La claviériste japonaise Narumi Omori (ex Telepopmusik), petites bottines sur collants épais violets, robe courte aux motifs anciens et barrette-plume dans les cheveux, se place derrière deux claviers sur la gauche de la scène. Sur la droite, le Suédois Léo Hellden (connu par ici comme membre d’Aswefall, ou comme guitariste de Jay Jay Johanson), longiligne, tout en retenue et en cheveux, prend la guitare. Au centre, le chanteur londonien, Michael Giffts, aka Maik (ex Earthling), chemise boutonnée jusqu’au col débordant sur son jean taille basse, a la particularité de garder le visage dissimulé sous un masque d’âne/cheval (?) pendant tout le concert. Et autant le dire, c’est assez captivant de voir cet homme à tête de cheval dans les lumières clignotantes, sorte d’apparition fantasmagorique et chimère fantômatique.
Le set commence tout en mélancolie et en langueur, sur un premier morceau qui nous plonge dans une ambiance relativement cold et synthétique. On est un peu trop loin pour comprendre d’où viennent les lignes de basse. Sûrement du clavier joué par Narumi Omori (?). L’intro martelée d’Empty Hearts amorce une montée en puissance progressive. In the wake commence toutes percus synthétiques en avant, se poursuit sur un refrain à deux voix (celle de Narumi et celle de Maik), des riffs de guitares noyées de reverb’ très eighties, et gagne progressivement en intensité. Sur les morceaux suivants, les riffs de guitare, plutôt cold, peuvent petit à petit se transformer en sons saturés, accompagnés de stridences lumineuses, de clignotements stroboscopiques sur un fond noir et rouge. Le chanteur apparaît comme figé dans son masque d’âne. C’est assez fascinant de voir cet âne se mouvoir sur cette musique grave et saccadée, dans les scansions répétées d’une voix plutôt désincarnée I didn’t know I didn’t know I didn’t know (ce morceau nous fait vraiment penser à Chloé, qui a d’ailleurs remixé un autre de leur titre).

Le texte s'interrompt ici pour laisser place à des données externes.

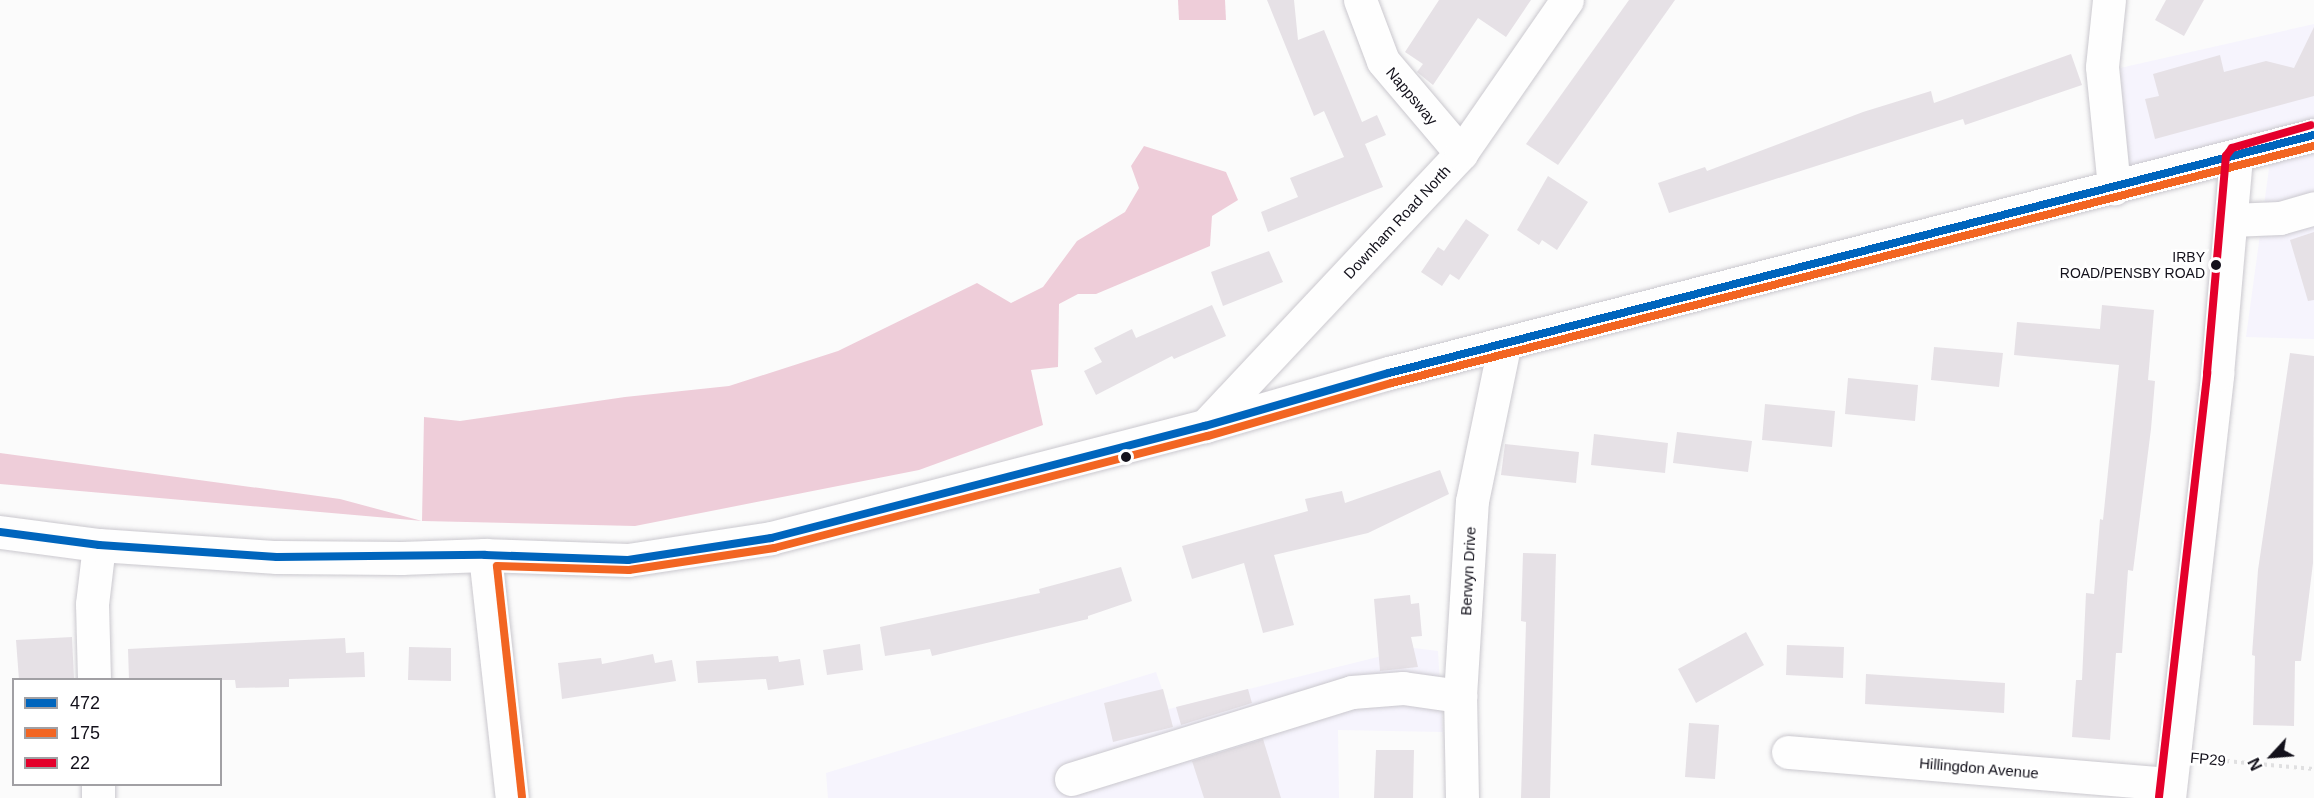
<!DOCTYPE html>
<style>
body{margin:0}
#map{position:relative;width:2314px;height:798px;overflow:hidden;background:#fbfbfb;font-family:Helvetica,sans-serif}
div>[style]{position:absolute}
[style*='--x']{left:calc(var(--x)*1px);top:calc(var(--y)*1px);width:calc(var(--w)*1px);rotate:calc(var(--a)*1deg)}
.built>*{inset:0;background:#f6f4fd}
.forest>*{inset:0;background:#eecdd9}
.building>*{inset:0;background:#e6e1e6}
.path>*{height:4px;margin-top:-2px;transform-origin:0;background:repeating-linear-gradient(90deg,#e0e0e1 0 3px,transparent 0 7.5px)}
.roads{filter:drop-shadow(0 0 2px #cac8ce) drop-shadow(0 0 2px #cac8ce)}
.minor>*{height:33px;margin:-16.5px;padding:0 16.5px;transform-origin:16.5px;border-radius:16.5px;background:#fefefe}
.major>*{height:33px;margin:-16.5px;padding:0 16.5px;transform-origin:16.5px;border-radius:16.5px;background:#fefefe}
.bus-1>*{height:8px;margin:-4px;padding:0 4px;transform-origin:4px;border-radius:4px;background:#0065bd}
.bus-2>*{height:8px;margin:-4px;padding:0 4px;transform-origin:4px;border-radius:4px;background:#f26522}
.bus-3>*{height:8px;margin:-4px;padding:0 4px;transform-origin:4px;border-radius:4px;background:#e4002b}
.dots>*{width:16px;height:16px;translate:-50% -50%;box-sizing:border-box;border:3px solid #fff;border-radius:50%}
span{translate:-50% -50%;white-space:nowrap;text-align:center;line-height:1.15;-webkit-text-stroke:5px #fff;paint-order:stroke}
.bus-label{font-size:14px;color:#13111b}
.right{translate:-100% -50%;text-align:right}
.street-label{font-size:15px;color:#13111b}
.legend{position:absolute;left:12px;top:678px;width:210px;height:108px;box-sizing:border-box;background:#fff;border:2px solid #a1a0a4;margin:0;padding:8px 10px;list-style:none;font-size:18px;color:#13111b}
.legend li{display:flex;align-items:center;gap:12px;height:30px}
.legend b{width:30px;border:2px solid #a1a0a4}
.north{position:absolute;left:2242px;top:726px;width:60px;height:60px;-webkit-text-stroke:4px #fff;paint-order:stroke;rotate:244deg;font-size:16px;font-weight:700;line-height:24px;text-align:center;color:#13111b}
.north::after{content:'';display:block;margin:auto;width:21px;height:27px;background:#13111b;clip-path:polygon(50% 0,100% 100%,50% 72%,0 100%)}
</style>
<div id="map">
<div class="built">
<i style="clip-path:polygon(2314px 24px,2314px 339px,2246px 337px,2274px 132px,2129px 171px,2120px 68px)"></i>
<i style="clip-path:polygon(1414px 648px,1438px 651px,1443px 732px,1338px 730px,1339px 798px,828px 798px,826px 773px,1156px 672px,1169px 709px)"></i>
</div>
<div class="forest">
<i style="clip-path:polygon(1178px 0,1225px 0,1226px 20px,1179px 20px)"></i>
<i style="clip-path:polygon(1144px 146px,1226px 172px,1238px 200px,1212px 216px,1210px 246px,1096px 294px,1078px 294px,1059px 304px,1058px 367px,1031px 370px,1043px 425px,919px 470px,635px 526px,423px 521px,0 484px,0 453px,340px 499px,422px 521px,424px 417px,460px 421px,625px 397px,729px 386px,838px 351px,977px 283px,1011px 303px,1043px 287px,1077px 241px,1125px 212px,1139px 188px,1131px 166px)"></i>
</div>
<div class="building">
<i style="clip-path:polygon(1267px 0,1294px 0,1298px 40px,1324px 30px,1362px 122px,1377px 115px,1386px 135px,1365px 144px,1383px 187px,1268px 232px,1261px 212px,1298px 197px,1290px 178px,1344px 157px,1324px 111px,1314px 116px)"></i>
<i style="clip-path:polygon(1439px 0,1531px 0,1506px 37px,1478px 18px,1433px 85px,1417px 72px,1423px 64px,1405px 52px)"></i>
<i style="clip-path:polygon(1629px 0,1675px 0,1558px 165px,1526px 144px)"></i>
<i style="clip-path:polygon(2166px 0,2204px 0,2184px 36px,2155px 20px)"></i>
<i style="clip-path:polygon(2314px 27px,2314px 96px,2155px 139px,2145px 99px,2159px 96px,2153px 74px,2220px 55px,2224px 72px,2266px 61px,2294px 68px)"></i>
<i style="clip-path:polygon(2071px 54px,2082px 85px,1965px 125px,1963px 119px,1669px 213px,1658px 183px,1705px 167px,1707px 171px,1863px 112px,1931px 91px,1934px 103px)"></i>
<i style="clip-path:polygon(1548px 176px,1588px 202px,1557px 250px,1542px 240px,1539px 245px,1517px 230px)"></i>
<i style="clip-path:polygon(1466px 219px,1489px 235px,1459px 280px,1450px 274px,1442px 286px,1421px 272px,1438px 247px,1444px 251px)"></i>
<i style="clip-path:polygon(2314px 232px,2314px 300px,2308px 301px,2290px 240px)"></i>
<i style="clip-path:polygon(1269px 251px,1283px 282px,1223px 306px,1211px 272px)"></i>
<i style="clip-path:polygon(1212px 305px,1226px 336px,1174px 359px,1172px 356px,1096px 395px,1084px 371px,1102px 362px,1094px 348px,1132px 329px,1136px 338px)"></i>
<i style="clip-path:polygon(2102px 305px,2154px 310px,2148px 380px,2155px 381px,2151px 429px,2133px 571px,2128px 570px,2122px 653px,2116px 653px,2110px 740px,2072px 737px,2076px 680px,2082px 680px,2086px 593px,2094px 594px,2100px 519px,2103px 520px,2119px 365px,2014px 355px,2017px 322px,2100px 329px)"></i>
<i style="clip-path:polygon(1934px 347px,2003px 353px,1999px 387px,1931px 380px)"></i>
<i style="clip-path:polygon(2290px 353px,2314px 356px,2313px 563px,2301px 661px,2295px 661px,2294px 726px,2253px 725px,2255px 656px,2252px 655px,2258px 570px)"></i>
<i style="clip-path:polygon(1848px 378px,1918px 385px,1915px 421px,1845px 414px)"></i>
<i style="clip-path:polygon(1765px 404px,1835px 411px,1832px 447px,1762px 440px)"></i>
<i style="clip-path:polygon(1677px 432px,1752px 441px,1748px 472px,1673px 463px)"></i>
<i style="clip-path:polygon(1594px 434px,1668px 443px,1665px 473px,1591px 465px)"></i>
<i style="clip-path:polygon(1505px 444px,1579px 452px,1576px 483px,1501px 475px)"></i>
<i style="clip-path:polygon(1440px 470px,1449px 494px,1368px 533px,1274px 555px,1294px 625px,1263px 633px,1244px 563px,1192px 579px,1182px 546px,1308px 511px,1305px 499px,1342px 491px,1345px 503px)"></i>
<i style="clip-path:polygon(1523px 553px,1556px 554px,1550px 798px,1521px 798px,1526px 622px,1521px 621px)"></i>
<i style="clip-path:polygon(1121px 567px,1132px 601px,1088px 616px,1088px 619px,932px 656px,930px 649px,885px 656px,880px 627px,1040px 593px,1039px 589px)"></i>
<i style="clip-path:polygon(1410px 595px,1411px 604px,1419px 603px,1422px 636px,1411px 637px,1418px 667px,1380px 671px,1374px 599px)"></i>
<i style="clip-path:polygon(1746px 632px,1764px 665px,1696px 703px,1678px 669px)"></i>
<i style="clip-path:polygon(72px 637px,74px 680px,19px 680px,16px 640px)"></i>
<i style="clip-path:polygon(345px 638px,346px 653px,364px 652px,365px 677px,289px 679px,289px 687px,236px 688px,235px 680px,129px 680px,128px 649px)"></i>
<i style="clip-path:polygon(860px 644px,863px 670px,827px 675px,823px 650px)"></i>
<i style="clip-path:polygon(1787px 645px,1844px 647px,1843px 678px,1786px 675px)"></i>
<i style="clip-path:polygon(409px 647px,451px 648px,451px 681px,408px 680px)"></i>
<i style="clip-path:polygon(653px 654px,655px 663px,672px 660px,676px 681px,562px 699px,558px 663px,601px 658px,602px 664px)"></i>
<i style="clip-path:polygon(778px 656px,779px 662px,800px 659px,804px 685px,768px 690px,766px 679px,698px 683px,696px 661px)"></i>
<i style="clip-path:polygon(1866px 674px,2005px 683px,2004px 713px,1865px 704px)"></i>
<i style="clip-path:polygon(1163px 689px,1173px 727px,1113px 742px,1104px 703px)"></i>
<i style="clip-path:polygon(1248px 689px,1252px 703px,1181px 725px,1176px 707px)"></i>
<i style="clip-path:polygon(1689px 723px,1719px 725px,1715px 779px,1685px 777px)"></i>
<i style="clip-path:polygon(1263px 739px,1281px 798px,1204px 798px,1192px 761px)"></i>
<i style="clip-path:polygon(1376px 750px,1414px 750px,1413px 798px,1374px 798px)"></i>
</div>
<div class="path">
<i style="--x:2204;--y:759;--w:110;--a:5.2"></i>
</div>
<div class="roads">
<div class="minor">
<i style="--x:1360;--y:0;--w:65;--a:69.3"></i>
<i style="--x:1383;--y:61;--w:121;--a:49.7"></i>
<i style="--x:2109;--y:0;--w:67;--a:96"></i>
<i style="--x:2102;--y:67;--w:122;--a:84.3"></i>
<i style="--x:2231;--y:220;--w:49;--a:-2.3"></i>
<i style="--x:2280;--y:218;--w:35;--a:-16"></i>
<i style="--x:1205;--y:426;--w:374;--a:-46.8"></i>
<i style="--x:1461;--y:153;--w:186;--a:-55.3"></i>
<i style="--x:485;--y:555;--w:244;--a:83.7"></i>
<i style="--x:94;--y:680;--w:76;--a:-91.5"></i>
<i style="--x:92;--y:604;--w:59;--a:-83.2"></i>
<i style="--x:1788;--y:752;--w:383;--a:4.8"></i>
<i style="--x:1071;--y:779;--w:294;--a:-17.2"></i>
<i style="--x:1352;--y:692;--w:51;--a:-4.5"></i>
<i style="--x:1403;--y:688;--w:58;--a:8"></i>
<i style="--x:98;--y:784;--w:14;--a:90"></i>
<i style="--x:1462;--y:798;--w:102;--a:-91.1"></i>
<i style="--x:1460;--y:696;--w:195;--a:-86.5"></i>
<i style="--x:1472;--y:501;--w:158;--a:-78.3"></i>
<i style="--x:2169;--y:798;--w:427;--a:-83.5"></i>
<i style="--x:2217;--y:374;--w:217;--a:-85"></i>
</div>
<div class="major">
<i style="--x:0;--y:532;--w:100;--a:7.5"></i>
<i style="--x:99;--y:545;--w:178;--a:3.9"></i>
<i style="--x:277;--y:557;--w:124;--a:0.5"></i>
<i style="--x:401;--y:558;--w:84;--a:-2"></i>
<i style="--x:485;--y:555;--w:143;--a:2"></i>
<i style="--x:628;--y:560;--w:145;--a:-8.7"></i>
<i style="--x:771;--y:538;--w:448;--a:-14.5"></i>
<i style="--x:1205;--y:426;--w:191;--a:-16.1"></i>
<i style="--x:1389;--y:373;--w:955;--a:-14.43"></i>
</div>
</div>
<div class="bus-1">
<i style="--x:0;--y:532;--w:100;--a:7.5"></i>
<i style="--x:99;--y:545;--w:178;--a:3.9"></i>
<i style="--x:277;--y:557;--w:208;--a:-0.6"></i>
<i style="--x:485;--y:555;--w:143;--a:2"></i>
<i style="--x:628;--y:560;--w:145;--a:-8.7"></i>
<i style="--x:771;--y:538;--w:448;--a:-14.5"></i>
<i style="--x:1205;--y:426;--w:191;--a:-16.1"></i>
<i style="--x:1389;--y:373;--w:955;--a:-14.43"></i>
</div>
<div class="bus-2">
<i style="--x:522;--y:797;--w:232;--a:-96.2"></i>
<i style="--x:497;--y:566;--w:132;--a:1.7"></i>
<i style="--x:629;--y:570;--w:147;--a:-8.6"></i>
<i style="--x:774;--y:548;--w:448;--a:-14.5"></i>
<i style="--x:1208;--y:436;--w:191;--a:-16.1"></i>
<i style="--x:1392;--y:383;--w:952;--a:-14.42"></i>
</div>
<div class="bus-3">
<i style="--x:2159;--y:797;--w:427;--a:-83.5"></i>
<i style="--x:2207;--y:373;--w:218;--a:-85"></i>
<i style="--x:2226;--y:156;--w:10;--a:-53"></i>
<i style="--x:2232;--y:148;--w:82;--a:-16.2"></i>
</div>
<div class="dots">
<i style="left:2216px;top:265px;background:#13111b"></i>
<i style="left:1126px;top:457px;background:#13111b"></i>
</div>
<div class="bus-label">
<span class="right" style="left:2205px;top:265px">IRBY<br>ROAD/PENSBY ROAD</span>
</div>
<div class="street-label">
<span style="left:1412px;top:96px;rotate:50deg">Nappsway</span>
<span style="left:1397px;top:222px;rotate:-47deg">Downham Road North</span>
<span style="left:1468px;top:571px;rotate:-87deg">Berwyn Drive</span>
<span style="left:2208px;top:759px;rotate:5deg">FP29</span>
<span style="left:1979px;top:768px;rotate:5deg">Hillingdon Avenue</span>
</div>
<ul class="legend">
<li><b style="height:8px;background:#0065bd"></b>472</li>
<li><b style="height:8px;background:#f26522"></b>175</li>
<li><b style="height:8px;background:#e4002b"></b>22</li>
</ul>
<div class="north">N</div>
</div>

Néanmoins, on ne peut s’empêcher de craindre que sans les lumières, la musique du trio ne retombe un peu à plat. Car si on reconnaît plusieurs qualités à la musique du groupe au patronyme francophone, il nous manque ce petit quelque chose qui ferait prendre réellement la sauce. Le concert est de très honnête facture, c’est carré, bien mené, sans accroc. Mais voilà. Il manque quelque chose. Peut être que davantage de charisme, davantage de groove vicieux auraient donné un peu plus de relief à la prestation. Plusieurs membres du public adhèrent franchement, d’autres restent de marbre. Nous, on est un peu entre les deux. Le set s’achève pourtant sur un morceau aux abords plus pop auquel on croit moins adhérer jusqu’à un final énergique qui clôt le tout de belle manière. Au final, on a l’impression d’un projet un peu jeune, avec pas mal de bonnes idées, mais qui ne font pas encore corps.
Le contraste entre la mélancolie synthétique de Tristesse Contemporaine et le Californien qui va suivre promet d’être immense. Et pour cause : Ty Segall et ses buddies vont faire débouler un tsunami fracassant dans l’Antipode. On s’attend à en prendre plein les oreilles avec ce jeunot prolifique dont la liste d’albums (en solo ou au sein d’une bonne demi-douzaine de formations annexes) eps, splits (et on en passe) est longue comme la faille de San Andreas (déjà trois disques cette année !). Le Californien, chantre de la scène rock garage avec ses compères feu Jay Reatard ou autres Thee oh sees, sait vous dégommer les esgourdes à coups de brûlots noisy et de chansons barrées dont lui seul a le secret. On vous l’avait dit, le gamin et son groupe étaient totalement immanquables. Et ce soir, il va mettre tout le monde d’accord.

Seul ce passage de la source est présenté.